|
|
................... |
|
................... |
GELECEĞİ UZUN
OLANLAR DEVRİ... |
25.10.2010 |
|
Sezai Babakuş |
................... |
|
................... |
Hayatın akışı hızlandıkça ve
rekabet keskinleştikçe gençlerin özel ve toplumsal yaşam
alanındaki rolleri artıyor; karar ve yönetim erki yaşlılardan
gençlere geçiyor. Toplumlar, geçmişin anılarını değil
geleceğin hayallerini seslendirenlere prim veriyor. Bu,
deneyimden çok atılıma, statükodan çok değişime öncelik veren
yeni anlayıştır. Çağımızın en önemli değişimlerinden biridir.
2000’li yıllar, geçmişi uzun olanların değil geleceği uzun
olanların devri...
Değişim, tam da dünyanın en gelenekçi toplumu sayılan
İngilizlerde başlamıştı. Muhalefetteki İşçi Partisi 1994’deki
kongresinde 39 yaşındaki Tony Blair’i lider seçmişti.
İktidardaki Muhafazakar Parti’nin kurmayları bu ‘tıfıl oğlan’ı
ciddiye bile almamıştı. Blair, 1997’deki genel seçimleri
kazanıp 43 yaşında başbakanlık koltuğuna oturmuştu.

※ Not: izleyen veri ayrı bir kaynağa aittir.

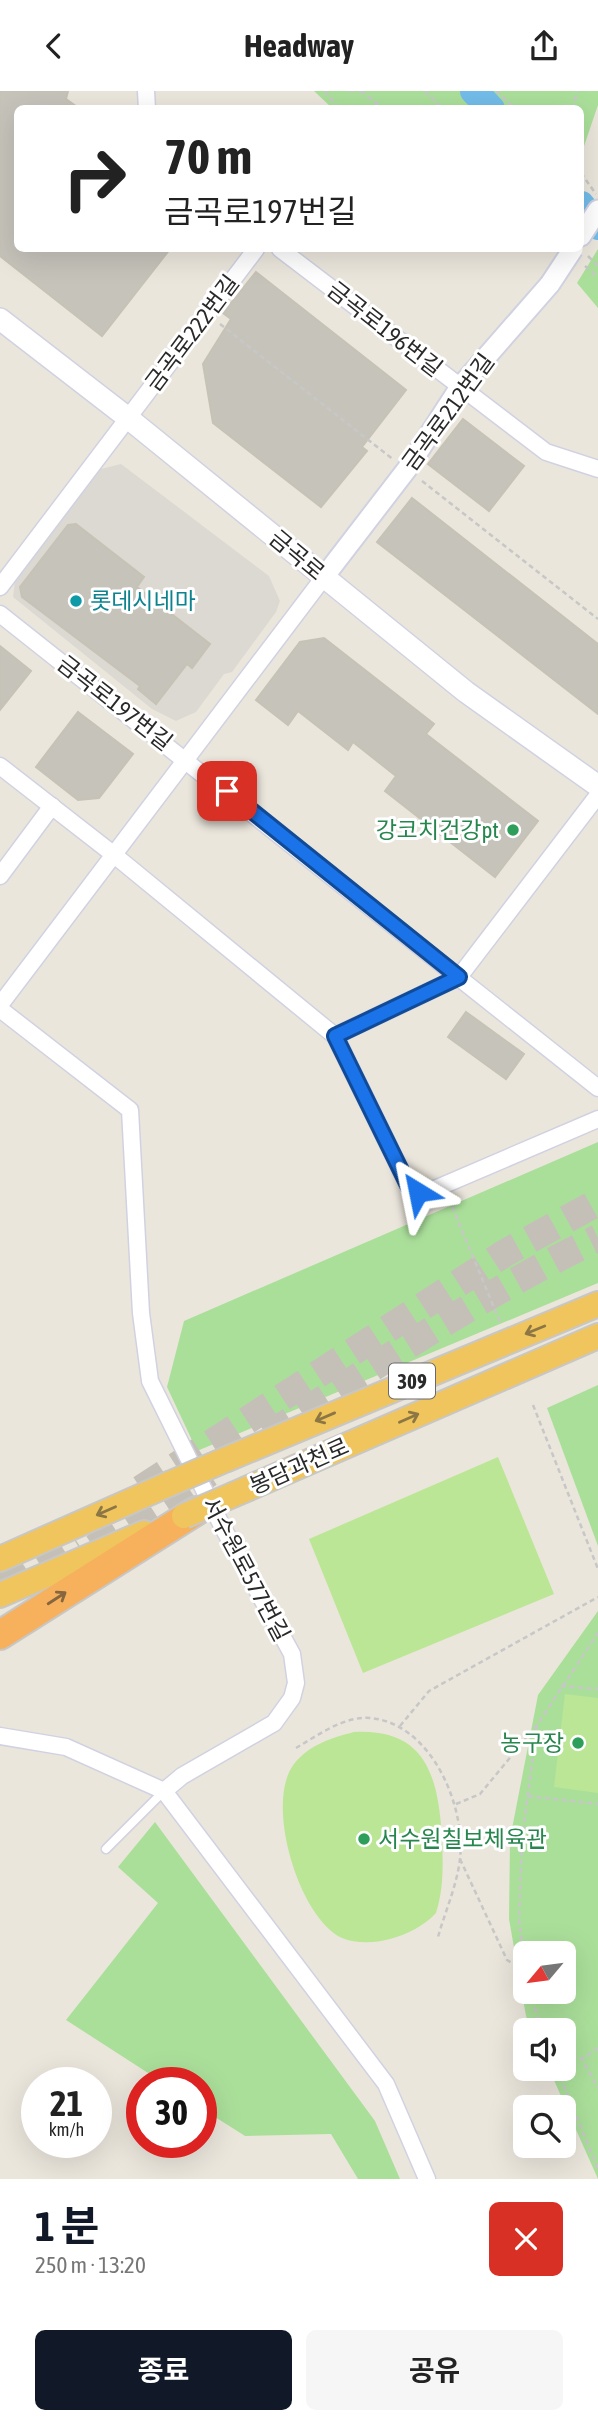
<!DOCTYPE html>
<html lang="ko">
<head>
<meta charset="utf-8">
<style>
	body { margin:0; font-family:"Asap Condensed","Noto Sans KR",sans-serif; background:#f6f6f6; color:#222; height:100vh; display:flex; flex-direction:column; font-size:26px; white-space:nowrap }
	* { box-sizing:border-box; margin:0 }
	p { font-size:23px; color:#767676 }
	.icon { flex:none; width:38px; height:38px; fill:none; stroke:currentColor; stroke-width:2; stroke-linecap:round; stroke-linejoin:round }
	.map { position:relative; height:2088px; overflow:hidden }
	.side { display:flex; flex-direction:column; background:#fff; flex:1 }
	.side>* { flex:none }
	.hud { position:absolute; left:14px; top:14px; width:570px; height:147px; border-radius:10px; box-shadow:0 7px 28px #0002; background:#fff; color:#222; overflow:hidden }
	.needle { width:46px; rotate:241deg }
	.buttons { position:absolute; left:513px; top:1850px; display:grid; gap:14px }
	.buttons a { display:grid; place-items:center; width:63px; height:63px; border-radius:10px; background:#fff; box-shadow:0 7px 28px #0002; font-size:35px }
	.speed { position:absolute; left:21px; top:1976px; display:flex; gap:14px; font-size:35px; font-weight:700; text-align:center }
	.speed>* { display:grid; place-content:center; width:91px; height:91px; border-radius:50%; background:#fff; box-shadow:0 7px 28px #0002; line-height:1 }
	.speed small { font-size:18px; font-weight:400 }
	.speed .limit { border:10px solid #d22; background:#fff; color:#111 }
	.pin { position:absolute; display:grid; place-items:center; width:60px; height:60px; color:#fff; margin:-30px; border-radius:14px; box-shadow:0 4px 10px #0006 }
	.me { position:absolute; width:77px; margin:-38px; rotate:325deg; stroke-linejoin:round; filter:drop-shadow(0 0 5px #0008) }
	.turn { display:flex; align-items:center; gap:24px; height:147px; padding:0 35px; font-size:32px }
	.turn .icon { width:91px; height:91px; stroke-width:2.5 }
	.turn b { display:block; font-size:49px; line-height:60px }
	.round { display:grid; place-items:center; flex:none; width:74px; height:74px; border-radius:10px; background:#f6f6f6 }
	.summary { display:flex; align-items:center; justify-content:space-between; height:119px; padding:0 35px }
	h1 { font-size:42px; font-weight:700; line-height:52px; color:#111827 }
	.primary-button { display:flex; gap:14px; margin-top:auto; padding:14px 35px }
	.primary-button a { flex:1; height:80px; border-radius:10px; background:#111827; color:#fff; font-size:28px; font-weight:700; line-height:80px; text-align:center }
	.primary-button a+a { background:#f6f6f6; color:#222 }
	header { display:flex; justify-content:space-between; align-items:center; height:91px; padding:0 35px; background:#fff; font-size:32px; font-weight:700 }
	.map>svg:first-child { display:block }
	.green { fill:#aadf9a; fill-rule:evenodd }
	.pitch { fill:#bbe696 }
	.plaza { fill:#dbd9d2; fill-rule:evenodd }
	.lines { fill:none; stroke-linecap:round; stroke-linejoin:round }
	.river { stroke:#73bce9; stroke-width:28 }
	.building { fill:#c6c3bb; stroke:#c6c2b5; stroke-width:2 }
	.motorway-tunnel { stroke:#c4c0b8; stroke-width:28; stroke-dasharray:28 14; stroke-linecap:butt }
	.service-casing { stroke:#d1d2e1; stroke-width:11 }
	.minor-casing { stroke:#d1d2e1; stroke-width:19 }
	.tertiary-casing { stroke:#d1d2e1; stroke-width:23 }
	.secondary-casing { stroke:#d1d2e1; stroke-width:24 }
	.trunk-casing { stroke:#c7c7c7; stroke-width:28 }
	.motorway-casing { stroke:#c7c7c7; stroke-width:32 }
	.path { stroke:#c7c7c7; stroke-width:2.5; stroke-dasharray:5 3.5; stroke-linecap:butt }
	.service { stroke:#fff; stroke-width:8 }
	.minor { stroke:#fff; stroke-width:16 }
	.tertiary { stroke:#fff; stroke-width:19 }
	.secondary { stroke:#fff; stroke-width:21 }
	.trunk { stroke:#f0c55e; stroke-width:24 }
	.motorway { stroke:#f7b05b; stroke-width:28 }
	.tertiary-bridge-casing { stroke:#d1d2e1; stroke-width:23; stroke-linecap:butt }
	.trunk-bridge-casing { stroke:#c7c7c7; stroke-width:28; stroke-linecap:butt }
	.tertiary-bridge { stroke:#fff; stroke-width:19 }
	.trunk-bridge { stroke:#f0c55e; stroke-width:24 }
	.oneway { stroke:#8c7744 }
	.oneway2 { stroke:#866640 }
	.route-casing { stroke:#114b97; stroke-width:18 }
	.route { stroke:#1a73e8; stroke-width:12 }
	.culture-dot { fill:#0f9aa8; stroke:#fff; stroke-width:2.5 }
	.leisure-dot { fill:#2e9e5b; stroke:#fff; stroke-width:2.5 }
	.labels { text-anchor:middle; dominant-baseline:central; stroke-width:6; stroke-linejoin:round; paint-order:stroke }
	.shield { fill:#fff; stroke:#696969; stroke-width:2 }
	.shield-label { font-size:21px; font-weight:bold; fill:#292929 }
	.street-label { font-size:23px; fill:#292929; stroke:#fff }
	.culture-label { font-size:23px; fill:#0d838f; stroke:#fff; text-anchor:start }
	.leisure-label { font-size:23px; fill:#27864d; stroke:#fff; text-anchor:end }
</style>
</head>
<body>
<header><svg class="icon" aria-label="back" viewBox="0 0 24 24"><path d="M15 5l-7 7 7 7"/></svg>Headway<svg class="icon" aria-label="share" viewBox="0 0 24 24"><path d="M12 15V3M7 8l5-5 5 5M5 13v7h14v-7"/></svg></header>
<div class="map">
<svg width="598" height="2088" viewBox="0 0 598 2088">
	<rect width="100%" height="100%" fill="#ebe6dc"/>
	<g class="green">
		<polygon points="314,0 598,0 598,14 581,64 581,18 332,17"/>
		<polygon points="598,158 598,217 577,192"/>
		<polygon points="598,1051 598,1192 197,1360 167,1296 184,1230"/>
		<polygon points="598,1294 598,1455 547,1317"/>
		<path d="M598,1520v568l-49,-110h15v-39h-32l-6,-14 -17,-97 1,-80 28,-144zM525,1862h39v38h-39z"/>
		<polygon points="155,1731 375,2030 400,2088 358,2088 331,2043 245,2045 201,2017 201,1992 162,1991 66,1929 158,1812 118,1776"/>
	</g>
	<g class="pitch">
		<polygon points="498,1366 554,1503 363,1582 309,1448"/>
		<polygon points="565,1603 598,1607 598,1702 554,1696"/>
		<path d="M354,1641c73,-4 84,46 88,105 1,26 2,51 -6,76 -12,13 -28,21 -46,26 -14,4 -34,5 -48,-1 -43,-20 -78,-135 -48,-174 15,-19 37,-26 60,-32z"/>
	</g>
	<path class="plaza" d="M121,373l148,112 11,25 -4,11 -44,60 -8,2 -28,38 -20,9 -24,-12 -139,-112 2,-16 77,-103 9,-9zM75,433l69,53 -6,10 72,57 -18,23 -5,-3 -31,39 -18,-13 2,-4 -117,-89 -3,-9 47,-62z"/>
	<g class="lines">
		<g class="river">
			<polyline points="474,0 491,18"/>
			<polyline points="581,114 598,135"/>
		</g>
	</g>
	<g class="building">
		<polygon points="0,0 68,0 66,8 80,18 18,18 18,158 170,158 102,245 0,165"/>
		<polygon points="256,181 406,299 362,356 367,360 321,416 213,332 203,273 231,228 223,222"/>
		<polygon points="463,328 524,375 489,420 428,373"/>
		<polygon points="412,407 598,553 598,623 377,451"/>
		<polygon points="76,433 144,486 137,496 210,553 192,577 187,573 156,613 138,598 140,595 22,506 20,496 68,434"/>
		<polygon points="324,547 434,633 426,643 538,730 495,786 385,700 396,685 353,651 348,659 298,620 288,634 256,609 300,551"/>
		<polygon points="0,555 31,580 0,619"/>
		<polygon points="78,621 133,663 99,707 78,709 36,676"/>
		<polygon points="466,921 524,963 506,988 448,946"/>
	</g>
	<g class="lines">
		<g class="motorway-tunnel">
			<path d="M267,1345c108,-70 215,-142 331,-198"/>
			<polyline points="141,1398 505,1162 598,1111"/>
			<polyline points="94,1457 209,1382"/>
			<polyline points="0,1489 72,1443"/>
		</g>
		<g class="service-casing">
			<polyline id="service" points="106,1758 164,1700"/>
		</g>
		<g class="minor-casing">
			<g id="minor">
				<polyline points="146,0 147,18"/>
				<polyline points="280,158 546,361 598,378"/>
				<polyline points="0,496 256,158"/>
				<polyline points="0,523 598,997"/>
				<polyline points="0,675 113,763 335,945 409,1096 418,1101 430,1100 598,1028"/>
				<polyline points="0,785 52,715"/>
				<polyline points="0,914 324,486"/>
				<polyline points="0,918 130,1019 141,1222 150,1290 222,1435 292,1563 296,1592 292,1607 274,1632 182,1685 164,1700"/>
				<polyline points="335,945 459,886 598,704"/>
				<polyline points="0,1645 66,1656 164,1700 386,1993 427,2088"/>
			</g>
		</g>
		<g class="tertiary-casing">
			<g id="tertiary">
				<polyline points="581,145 598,119"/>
				<polyline points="324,486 407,378 460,296 550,193"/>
			</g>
		</g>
		<g class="secondary-casing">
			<polyline id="secondary" points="0,228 128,327 466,601 598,695"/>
		</g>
		<g class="trunk-casing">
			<g id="trunk">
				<polyline points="227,1368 598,1213"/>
				<polyline points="235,1403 598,1245"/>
				<polyline points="0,1468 169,1393"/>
				<polyline points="0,1504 144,1442"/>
			</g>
		</g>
		<g class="motorway-casing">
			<polyline id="motorway" points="0,1544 196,1420"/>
		</g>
		<g class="path">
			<polyline points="325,0 339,18"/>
			<polyline points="349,0 361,0"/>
			<polyline points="361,0 384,18"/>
			<polyline points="425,0 443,18"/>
			<polyline points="496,0 516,18"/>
			<polyline points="573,18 577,0"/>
			<polyline points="581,82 596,103"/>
			<polyline points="588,165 598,175"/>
			<polyline points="585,175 598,186"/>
			<polyline points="220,233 394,369"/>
			<polyline points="422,390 598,528"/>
			<polyline points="449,1108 500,1231"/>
			<polyline points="533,1314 598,1478"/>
			<polyline points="561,1595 598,1598"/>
			<polyline points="400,1635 429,1600 598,1506"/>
			<path d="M296,1657c22,-13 48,-32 74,-30 61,5 96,88 90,141 -3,26 -15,53 -22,78"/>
			<polyline points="528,1705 598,1713"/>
			<polyline points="456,1713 480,1703 537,1634"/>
			<polyline points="460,1768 507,1869 525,1880"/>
			<polyline points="525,1875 519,1829 522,1749 537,1634 598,1542"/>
			<polyline points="530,1900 541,1939"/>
			<polyline points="598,1957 582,1968 598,1997"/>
			<polyline points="564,1961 582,1968"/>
			<polyline points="557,1978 598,2078"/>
		</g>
		<use href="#service" class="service"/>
		<use href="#minor" class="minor"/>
		<use href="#tertiary" class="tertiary"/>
		<use href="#secondary" class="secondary"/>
		<use href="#trunk" class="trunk"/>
		<use href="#motorway" class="motorway"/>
		<g class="tertiary-bridge-casing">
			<polyline id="tertiary-bridge" points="550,193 573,158"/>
		</g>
		<g class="trunk-bridge-casing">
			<g id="trunk-bridge">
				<polyline points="169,1393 227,1368"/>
				<polyline points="184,1425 235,1403"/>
			</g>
		</g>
		<use href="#tertiary-bridge" class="tertiary-bridge"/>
		<use href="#trunk-bridge" class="trunk-bridge"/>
	</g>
	<defs><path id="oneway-shaft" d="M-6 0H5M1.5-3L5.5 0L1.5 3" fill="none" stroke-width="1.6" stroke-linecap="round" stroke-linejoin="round" transform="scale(1.75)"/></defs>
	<g class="oneway">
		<use href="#oneway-shaft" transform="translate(535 1239) rotate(158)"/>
		<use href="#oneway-shaft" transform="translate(325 1326) rotate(157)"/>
		<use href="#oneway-shaft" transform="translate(409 1327) rotate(-24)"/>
		<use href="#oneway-shaft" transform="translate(106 1420) rotate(156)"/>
	</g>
	<use class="oneway2" href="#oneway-shaft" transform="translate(57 1507) rotate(-33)"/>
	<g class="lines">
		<g class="route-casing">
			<polyline id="route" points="227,700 459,886 335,945 409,1096 418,1101"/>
		</g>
		<use href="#route" class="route"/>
	</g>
	<circle class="culture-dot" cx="76" cy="510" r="7"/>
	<g class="leisure-dot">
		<circle cx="513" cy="739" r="7"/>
		<circle cx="578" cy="1652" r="7"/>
		<circle cx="364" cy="1748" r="7"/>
	</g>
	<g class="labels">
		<rect class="shield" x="389" y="1272.5" width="46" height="35" rx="5"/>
		<g class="shield-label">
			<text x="412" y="1290">309</text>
		</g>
		<g class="street-label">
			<text transform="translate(385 238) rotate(38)">금곡로196번길</text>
			<text transform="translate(192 242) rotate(-53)">금곡로222번길</text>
			<text transform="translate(448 321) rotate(-54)">금곡로212번길</text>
			<text transform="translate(297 464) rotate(40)">금곡로</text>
			<text transform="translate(115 612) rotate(38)">금곡로197번길</text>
			<text transform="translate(299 1375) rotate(-24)">봉담과천로</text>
			<text transform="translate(246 1478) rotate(62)">서수원로577번길</text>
		</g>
		<g class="culture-label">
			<text x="90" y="510">롯데시네마</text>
		</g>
		<g class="leisure-label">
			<text x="499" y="739">강코치건강pt</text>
			<text x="564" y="1652">농구장</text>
			<text x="378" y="1748" text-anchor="start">서수원칠보체육관</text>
		</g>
	</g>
</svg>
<div class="buttons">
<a><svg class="needle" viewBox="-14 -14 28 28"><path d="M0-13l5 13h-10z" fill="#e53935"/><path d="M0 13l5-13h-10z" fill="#767676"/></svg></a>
<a><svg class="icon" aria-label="sound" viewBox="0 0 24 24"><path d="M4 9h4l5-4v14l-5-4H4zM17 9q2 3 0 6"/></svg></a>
<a><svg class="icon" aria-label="search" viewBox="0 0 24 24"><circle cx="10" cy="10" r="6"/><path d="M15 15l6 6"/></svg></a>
</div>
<div class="speed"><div>21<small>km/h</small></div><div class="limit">30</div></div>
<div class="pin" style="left:227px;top:700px;background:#d93025"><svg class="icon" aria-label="arrive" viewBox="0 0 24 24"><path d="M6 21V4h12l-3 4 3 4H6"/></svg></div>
<svg class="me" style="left:418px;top:1101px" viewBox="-20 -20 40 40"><path d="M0-17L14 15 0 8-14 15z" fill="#1a73e8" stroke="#fff" stroke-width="4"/></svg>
<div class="hud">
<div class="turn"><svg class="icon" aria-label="right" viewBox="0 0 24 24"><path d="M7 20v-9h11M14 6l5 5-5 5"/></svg><div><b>70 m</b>금곡로197번길</div></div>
</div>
</div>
<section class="side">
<div class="summary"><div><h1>1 분</h1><p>250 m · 13:20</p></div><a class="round" style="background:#d93025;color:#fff"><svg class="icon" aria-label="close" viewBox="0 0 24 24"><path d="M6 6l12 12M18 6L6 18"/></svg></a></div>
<div class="primary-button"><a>종료</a><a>공유</a></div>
</section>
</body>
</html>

Gençleşme benimsendi ve hızla yayıldı. Barack Obama 46 yaşında
ABD Başkanı oldu. José Luis Zapatero 45 yaşında İspanya’nın,
David Cameron ise 44 yaşında İngiltere’nin başbakanı
seçildiler. Almanya’nın Cumhurbaşkanı Christian Wulff ise 49
yaşında. Demokrasinin hüküm sürdüğü memleketlerde 20 yıl
içinde toplumlara liderlik edenlerin yaş ortalaması 65’lerden
45’lere düştü.
Gençleşme elbette siyasetle, devlet yönetimleriyle sınırlı
kalmadı. İş hayatında, bilimde-sanatta ve sivil toplum
örgütlenmelerinde de gençlerin rolü güçlendi. Artık
uluslararası şirketlerin icra kurullarında, üst yönetim
birimlerinde 50 yaşın üstündekiler istisna kabilinde. Artık
milyar dolarlık bütçelere ve canalıcı kararlara 30-35
yaşındakiler hükmediyor...
Doğu toplumlarında işler pek öyle yürümüyor. Hala ak
saçlılar-ak sakallılar hegamonyası var.
Sovyetler yıkıldığında, başta Rusya olmak üzere bütün birlik
cumhuriyetlerinde genç Komsomol kadroları yaşlı Kömünist Parti
kadrolarından azade bir düzen kurmak için hamle yapmıştı.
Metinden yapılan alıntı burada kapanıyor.